Edoardo Gordigiani was born in Florence in 1866 and was the son of the painter Michele Gordigiani. He undoubtedly received his first artistic imprint from his father, but in 1883 he enrolled in the figure painting course at the Accademia di Belle Arti in Florence. Having completed his classic apprenticeship with masters such as Cassioli, Rivalta and Fattori, he added to this initial canonical training a series of trips to Paris in the 1880s, which brought him closer to Impressionist painting.
He made his debut at the Universal Exhibition in Paris in 1889 with a Portrait, while the following year he exhibited five works in Florence: Pink Portrait, English Portrait, Light Portrait, Snowfall and Sun and Study of Harmony in Dark Blue.
Between the United States and Tuscany
Characterised by a loose, broad and full-bodied brushstroke, he laid the foundations for his figurative and landscape experimentation, exhibiting during the 1990s works such as Portrait of Ugo Adami, Shelley’s Houses and Garden, Portrait – the Tea, paintings commissioned by aristocratic Florentine families that guaranteed him immediate success, especially abroad.
In the mid-1990s, he moved to the United States, where he devoted himself mainly to portraits. It was here that he executed his most famous canvases, such as Portrait of Cardinal Gibbons Archbishop of Baltimore, Portrait of Hemaò al Molk and the beautiful Portrait of Eleonora Duse in The Lady of the Camellias. He sent all these paintings to the Florentine exhibitions of the 1990s and early 20th century, while also participating in New York and Paris exhibitions.
The landscape: a vibrant and luminous brushstroke
On his return from America, he stayed first in Rome, then in Pisa and Castiglioncello and then again in Florence in 1915. In the meantime, he took part in the most important Italian exhibitions. In 1911 he sent Ritratto di un violinista (Portrait of a Violinist) to the International Exhibition in Rome. In 1913 he participated in the first exhibition of the Roman Secession with L’Arno a Pisa and in 1914 in the second with Tempio della Concordia a Girgenti, Natura morta and Effetto grigio.
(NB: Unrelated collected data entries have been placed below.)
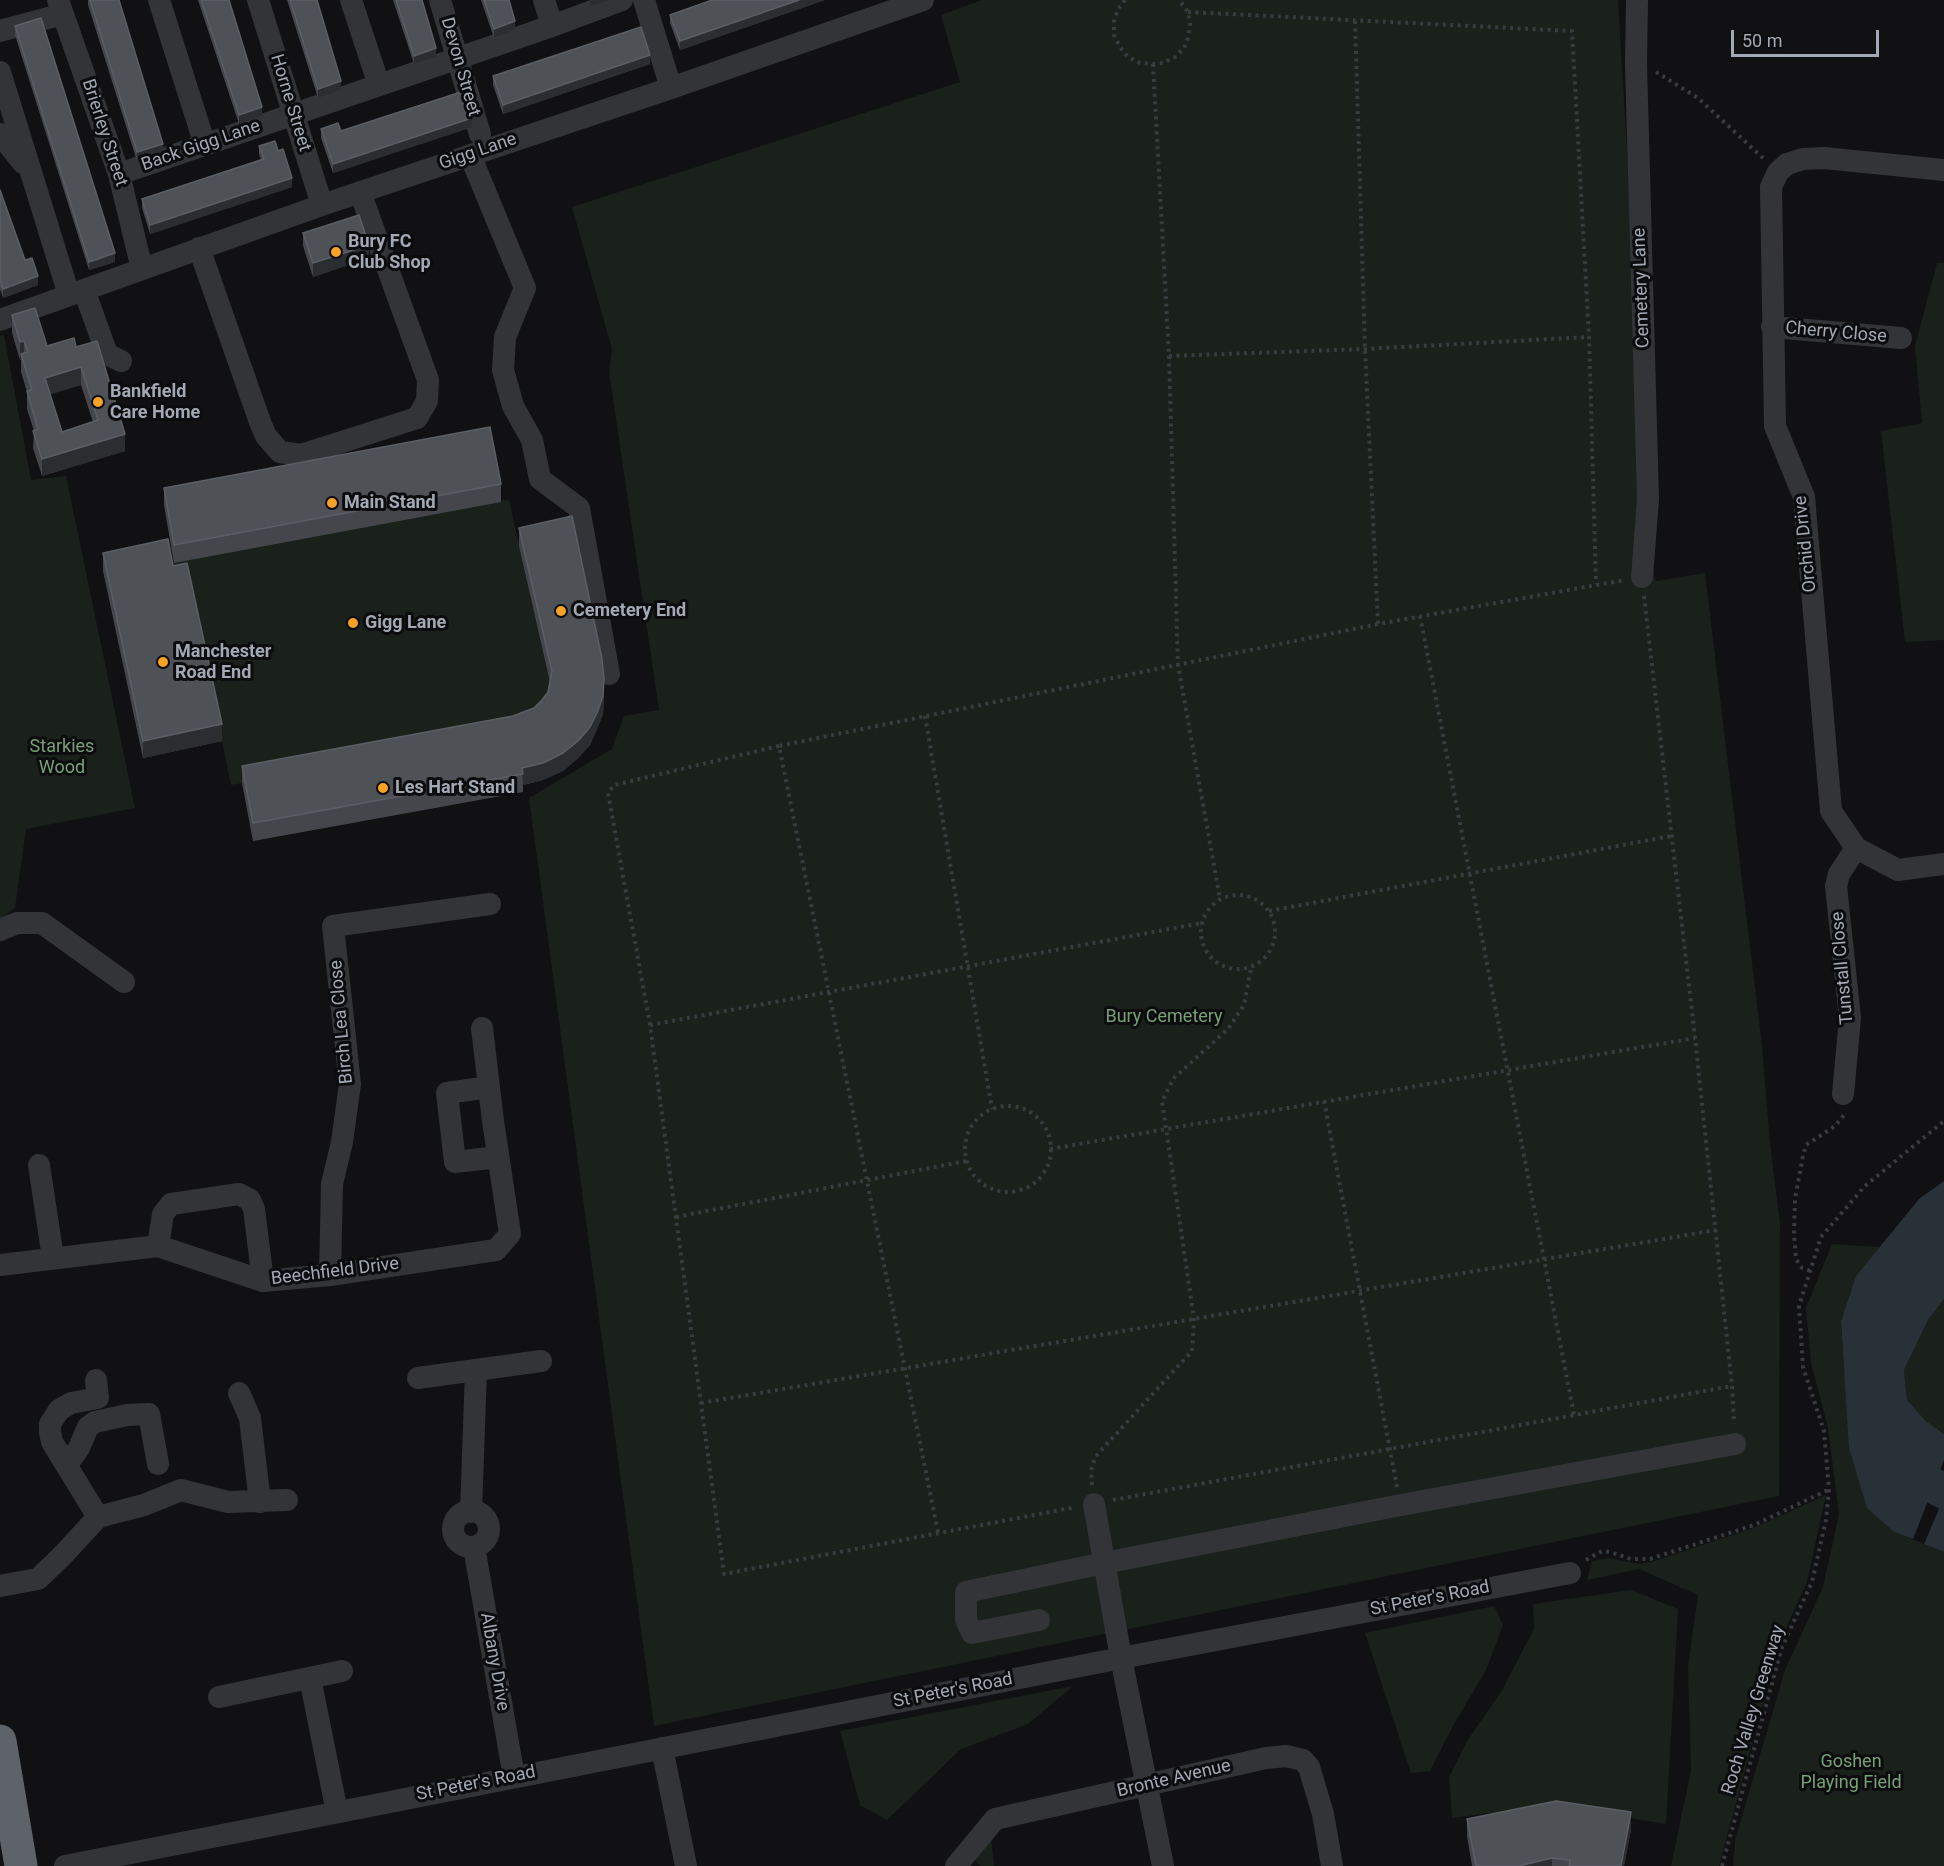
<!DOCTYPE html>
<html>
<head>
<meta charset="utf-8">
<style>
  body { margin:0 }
  #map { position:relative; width:1944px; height:1866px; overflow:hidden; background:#111113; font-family:Roboto,sans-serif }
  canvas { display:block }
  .scale { position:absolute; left:1731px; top:30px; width:148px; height:27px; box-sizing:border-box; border:3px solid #a2a9b4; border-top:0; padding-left:8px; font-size:18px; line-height:21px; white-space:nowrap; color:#a2a9b4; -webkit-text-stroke:4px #0c0c0e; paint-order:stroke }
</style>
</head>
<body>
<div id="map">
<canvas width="1944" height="1866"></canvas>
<div class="scale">50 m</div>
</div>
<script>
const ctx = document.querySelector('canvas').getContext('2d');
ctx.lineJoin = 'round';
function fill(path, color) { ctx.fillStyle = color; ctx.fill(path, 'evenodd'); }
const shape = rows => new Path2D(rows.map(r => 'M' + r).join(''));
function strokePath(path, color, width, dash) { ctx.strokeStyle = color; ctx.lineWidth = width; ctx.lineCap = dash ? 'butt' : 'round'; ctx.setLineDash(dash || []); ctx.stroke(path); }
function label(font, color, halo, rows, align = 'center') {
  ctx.font = font + ' Roboto,sans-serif'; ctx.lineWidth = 6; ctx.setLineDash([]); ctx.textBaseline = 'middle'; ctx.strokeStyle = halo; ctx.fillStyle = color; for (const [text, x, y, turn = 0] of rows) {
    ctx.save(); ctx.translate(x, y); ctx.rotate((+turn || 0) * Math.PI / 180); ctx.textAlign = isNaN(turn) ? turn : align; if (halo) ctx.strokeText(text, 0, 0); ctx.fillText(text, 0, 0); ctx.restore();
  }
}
fill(shape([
  [982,0,1618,0,1652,569,1656,581,1705,573,1762,1046,1770,1143,1780,1224,1779,1496,654,1726,529,798,612,749,624,716,659,710,609,372,612,349,572,207,960,82,941,15],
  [1937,263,1944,263,1944,640,1905,642,1881,431,1922,423,1915,346],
  [4,335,31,480,66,476,135,808,26,829,15,908,0,919,0,336],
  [490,444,501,501,509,500,519,545,572,534,604,696,603,714,597,731,590,745,578,758,563,771,543,780,522,785,523,792,253,841,242,783,231,785,222,741,143,758,168,557,173,556,164,505],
  [1832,1244,1880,1247,1856,1276,1841,1321,1844,1370,1894,1532,1944,1552,1944,1866,1733,1866,1735,1840,1785,1670,1823,1587,1839,1515,1828,1428,1811,1363,1806,1308],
  [1944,1299,1944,1434,1926,1421,1907,1400,1904,1370,1928,1320],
  [1826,1495,1807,1582,1779,1644,1719,1866,1671,1866,1691,1770,1688,1667,1698,1595,1639,1569,1587,1580,1592,1561,1609,1558,1639,1564,1651,1562,1751,1529],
  [1631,1590,1678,1609,1666,1824,1551,1805,1452,1818,1449,1777,1467,1741,1501,1692,1534,1629,1533,1604],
  [1494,1606,1503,1625,1486,1670,1453,1726,1430,1771,1411,1773,1365,1633],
  [1073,1686,1028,1724,961,1749,887,1820,860,1805,840,1731],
  [991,1837,994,1866,980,1866,975,1860]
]), '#19211a');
fill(shape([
  [1944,1181,1944,1299,1928,1320,1904,1370,1907,1400,1926,1421,1944,1434,1944,1460,1913,1539,1894,1532,1867,1508,1849,1448,1841,1321,1856,1276,1919,1199],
  [1944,1497,1944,1552,1924,1544]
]), '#273137');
strokePath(shape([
  [1898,1455,1910,1474,1944,1491]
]), '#273137', 36);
strokePath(shape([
  [1125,0,1118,9,1114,21,1114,35,1120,47,1128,57,1140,63,1153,64,1163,63,1175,57,1184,48,1188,38,1190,25,1188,12,1179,0],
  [1188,12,1572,31,1589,337,1596,584],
  [1355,21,1365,349,1378,624],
  [1153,64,1169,356,1178,665,1220,899],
  [1656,72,1698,98,1764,159],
  [1169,356,1365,349,1589,337],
  [1644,596,1695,1038,1732,1386,1734,1424],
  [1420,616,1574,1415],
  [925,716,992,1109],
  [779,746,614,785,608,793,650,1025,724,1574,1076,1507],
  '1201 932a37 37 0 1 1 74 0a37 37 0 1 1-74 0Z',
  [1269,911,1671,836],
  [650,1025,1202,923],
  [1324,1101,1397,1487],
  '965 1149a43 43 0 1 1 86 0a43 43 0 1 1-86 0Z',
  [1050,1149,1695,1038],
  [676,1217,966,1161],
  [1810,1271,1802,1268,1796,1259,1794,1234,1795,1199,1803,1156,1806,1145,1835,1126,1844,1115],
  [701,1403,1716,1230],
  [1092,1485,1091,1471,1095,1457,1192,1351,1194,1319,1162,1101,1174,1078,1228,1029,1244,1005,1251,968],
  [1113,1500,1732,1386],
  [938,1532,779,746,1378,624,1625,580],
  [1586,1560,1602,1551,1610,1552,1631,1559,1650,1559,1754,1525,1828,1490],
  [1722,1866,1782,1647,1812,1582,1826,1520,1829,1490,1824,1431,1803,1367,1799,1306,1821,1237,1865,1186,1944,1121]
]), '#383b3f', 4, [3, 4.5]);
strokePath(shape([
  [58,0,119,174,142,269],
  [159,0,205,145],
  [258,0,322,205],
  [351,0,379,85],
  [440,0,480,134],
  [544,0,552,26],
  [644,0,671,88],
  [1637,0,1636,64,1648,499,1642,577],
  [0,31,63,14],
  [0,72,69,295],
  [0,134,23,163],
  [470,155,525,288,505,337,503,370,513,406,532,440,540,479,579,508,609,674],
  [1944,170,1824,158,1803,159,1787,164,1778,172,1771,187,1775,426,1804,497,1831,811,1856,848,1898,870,1944,864],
  [119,174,552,26,622,0],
  [199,248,260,422,266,436,280,452,301,455,417,418,427,401,428,380,360,192],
  [84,290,107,354,121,361],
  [0,320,322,205,671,88,923,0],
  [1772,327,1901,338],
  [0,930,17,923,42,923,124,982],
  [489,1087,447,1093,455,1162,498,1157],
  [1843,1094,1850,1018,1836,886,1839,874,1856,848],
  [39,1165,53,1258],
  [158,1246,163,1214,171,1204,239,1194,250,1200,254,1209,263,1281],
  [0,1265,158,1246,263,1281,330,1275,496,1250,510,1234,493,1121,482,1028],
  [330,1275,332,1184,342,1142,350,1084,333,926,490,904],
  [418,1378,541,1361],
  [96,1380,98,1398,71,1403,59,1410,50,1424,50,1432,52,1442,98,1517],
  [239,1393,250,1418,260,1502],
  [67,1465,79,1448,88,1427,95,1422,127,1415,149,1414,158,1464],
  [1094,1504,1121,1658,1163,1866],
  '453 1529a18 18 0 1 1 36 0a18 18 0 1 1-36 0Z',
  [471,1512,476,1370],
  [474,1547,514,1777],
  [0,1586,38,1579,62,1556,98,1517,144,1505,181,1490,228,1502,287,1500],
  [1039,1620,972,1633,966,1620,966,1592,1104,1563,1401,1505,1735,1444],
  [310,1678,337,1812],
  [219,1697,342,1671],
  [662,1748,686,1866],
  [65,1866,1121,1658,1570,1573],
  [956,1866,995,1819,1266,1758,1286,1756,1303,1760,1309,1767,1323,1814,1332,1866]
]), '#323438', 22);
strokePath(shape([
  [0,1741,21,1866]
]), '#5e6269', 33);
fill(shape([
  [88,0,119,0,163,153,137,161,88,5],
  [198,0,229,0,262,116,239,124],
  [287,0,317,0,341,90,318,98],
  [393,0,422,0,436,57,414,64],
  [481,0,509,0,515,30,494,38],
  [712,0,825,0,680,50,670,23,670,15],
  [15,26,115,262,89,270,15,35],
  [650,64,503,114,493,85,493,76],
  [472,127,333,173,321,138,321,129,341,131],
  [259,146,292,187,150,234,142,208,142,199,261,159,259,155],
  [0,190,25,260,38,285,3,298,0,289],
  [303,233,369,258,313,277,303,246],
  [12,315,47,346,76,347,125,451,42,476,33,448,34,431,27,409,27,392,21,372,21,360,20,360,12,333],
  [81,385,93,422,62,432,50,394],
  [501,484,501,502,174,563,164,505,164,488],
  [519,528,604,696,603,714,590,745,578,758,563,771,543,780,523,785,523,792,253,841,242,783,242,766,513,716,534,708,542,700,548,692,550,682,519,546],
  [103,553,173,566,222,741,143,758,103,571],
  [1467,1819,1631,1829,1624,1866,1472,1866,1467,1836]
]), '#44464b');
fill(shape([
  [590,0,610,0,590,6],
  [799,0,825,0,680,50,680,41],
  [515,21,515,30,494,38,494,29],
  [436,48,436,57,414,64,414,56],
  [650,55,650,64,503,114,503,105],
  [341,81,341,90,318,98,318,89],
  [262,107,262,116,239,124,239,115],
  [472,118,472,127,333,173,333,164],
  [163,144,163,153,137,161,137,152],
  [292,178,292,187,150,234,150,225],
  [369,245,369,258,313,277,313,263],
  [115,253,115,262,89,270,89,262],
  [38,276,38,285,3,298,3,289],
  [24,341,24,359,21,354,21,360,20,360,20,342],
  [81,367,81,385,45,396,45,378],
  [125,434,125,451,42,476,42,459],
  [604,678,603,714,590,745,578,758,563,771,543,780,523,785,522,768],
  [222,724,222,741,143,758,143,741],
  [1631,1812,1631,1829,1624,1866,1621,1866],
  [1552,1858,1552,1866,1519,1866]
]), '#2b2d30');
const building = shape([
  [90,0,119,0,163,144,137,152,90,0],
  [201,0,229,0,262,107,239,115,201,0],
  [290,0,317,0,341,81,318,89,290,0],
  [396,0,422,0,436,48,414,56,396,0],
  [484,0,509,0,515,21,494,29,484,0],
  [712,0,799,0,680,41,670,15,712,0],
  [41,18,115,253,89,262,15,26,41,18],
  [641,27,650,55,503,105,493,76,641,27],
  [464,91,472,118,333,164,321,129,338,123,341,131,464,91],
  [275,141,278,151,283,149,292,178,150,225,142,199,264,159,259,146,275,141],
  [0,190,25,260,32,258,38,276,3,289,0,280,0,190],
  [359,215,369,245,313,263,303,233,359,215],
  [35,308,47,346,74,338,76,347,97,341,125,434,42,459,33,431,38,429,27,391,32,390,21,354,28,352,24,341,20,342,12,315,35,308],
  [81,367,98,420,62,432,45,378,81,367],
  [490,427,501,484,174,545,164,488,490,427],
  [572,516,602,659,604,678,603,696,597,713,590,727,578,741,563,753,543,763,522,768,523,774,253,823,242,766,513,716,534,708,542,700,548,692,552,671,519,528,572,516],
  [168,539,173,566,187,563,222,724,143,741,103,553,168,539],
  [1556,1801,1631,1812,1621,1866,1569,1866,1570,1860,1552,1858,1519,1866,1476,1866,1467,1819,1556,1801]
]);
fill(building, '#4e5156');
strokePath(building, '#5b5f65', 1.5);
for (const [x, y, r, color] of [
  [336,252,6,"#f8a325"],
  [98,402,6,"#f8a325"],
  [332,503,6,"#f8a325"],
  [561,611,6,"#f8a325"],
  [353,623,6,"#f8a325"],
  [163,662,6,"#f8a325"],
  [383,788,6,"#f8a325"]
]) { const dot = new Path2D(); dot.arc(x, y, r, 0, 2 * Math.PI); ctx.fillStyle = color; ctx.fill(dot); strokePath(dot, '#0c0c0e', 2); }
label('18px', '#a2a9b4', '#0c0c0e', [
  ["Devon Street",460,67,74],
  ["Horne Street",290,103,73],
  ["Brierley Street",104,133,72],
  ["Back Gigg Lane",201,146,-19],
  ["Gigg Lane",478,152,-19],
  ["Cemetery Lane",1642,288,-92],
  ["Cherry Close",1836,333,5],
  ["Orchid Drive",1806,544,-96],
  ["Tunstall Close",1843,968,-95],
  ["Birch Lea Close",342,1022,-95],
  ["Beechfield Drive",335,1272,-7],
  ["St Peter's Road",1430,1599,-11],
  ["Albany Drive",494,1662,80],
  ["St Peter's Road",953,1691,-11],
  ["Roch Valley Greenway",1754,1710,-73],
  ["Bronte Avenue",1174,1779,-13],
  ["St Peter's Road",476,1784,-11]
]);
label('bold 18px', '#a2a9b4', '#0c0c0e', [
  ["Bury FC",348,242],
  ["Club Shop",348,263],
  ["Bankfield",110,392],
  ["Care Home",110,413],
  ["Main Stand",344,503],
  ["Cemetery End",573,611],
  ["Gigg Lane",365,623],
  ["Manchester",175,652],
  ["Road End",175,673],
  ["Les Hart Stand",395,788]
], 'left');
label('18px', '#78a078', '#0c0c0e', [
  ["Starkies",62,747],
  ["Wood",62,768],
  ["Bury Cemetery",1164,1017],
  ["Goshen",1851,1762],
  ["Playing Field",1851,1783]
]);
</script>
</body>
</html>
To this period belong a series of landscapes dedicated to Taormina, unfortunately today of unknown location. Alongside portraits, he made landscape and still life his favourite genres throughout the 20th century. At the Florentine Spring Exhibition in 1922 he exhibited Il bagno nel ruscello (Bath in the Brook) and Chiesetta in montagna (Little Church in the Mountains), and at the Regional Art Exhibitions in Tuscany in the 1930s he presented works such as Il giovane violinista Donati (The Young Violinist Donati), Paese (Country), A Poplano (At Poplano), Ritratto della Signorina Bertini (Portrait of Miss Bertini), Bomba col cerchio (Bomb with a Circle) and Finestra aperta (Open Window).
His success in Italy came later than that achieved immediately in the Florentine area and then in America. But it was definitively decreed when he was given a personal room at the Quadriennale in Rome in 1939 in which he presented more than thirty paintings.
These included Boccadasse dal mare, Signora dal cappello nero, Sognando ad occhi aperti, Ciliegie e bottiglia nera, Libecciata, Ritratto dai fiocchi neri, Ombre sulla rena and Figura all’aperto. He continued to participate in exhibitions in Florence until the 1950s. He died in his hometown in 1961.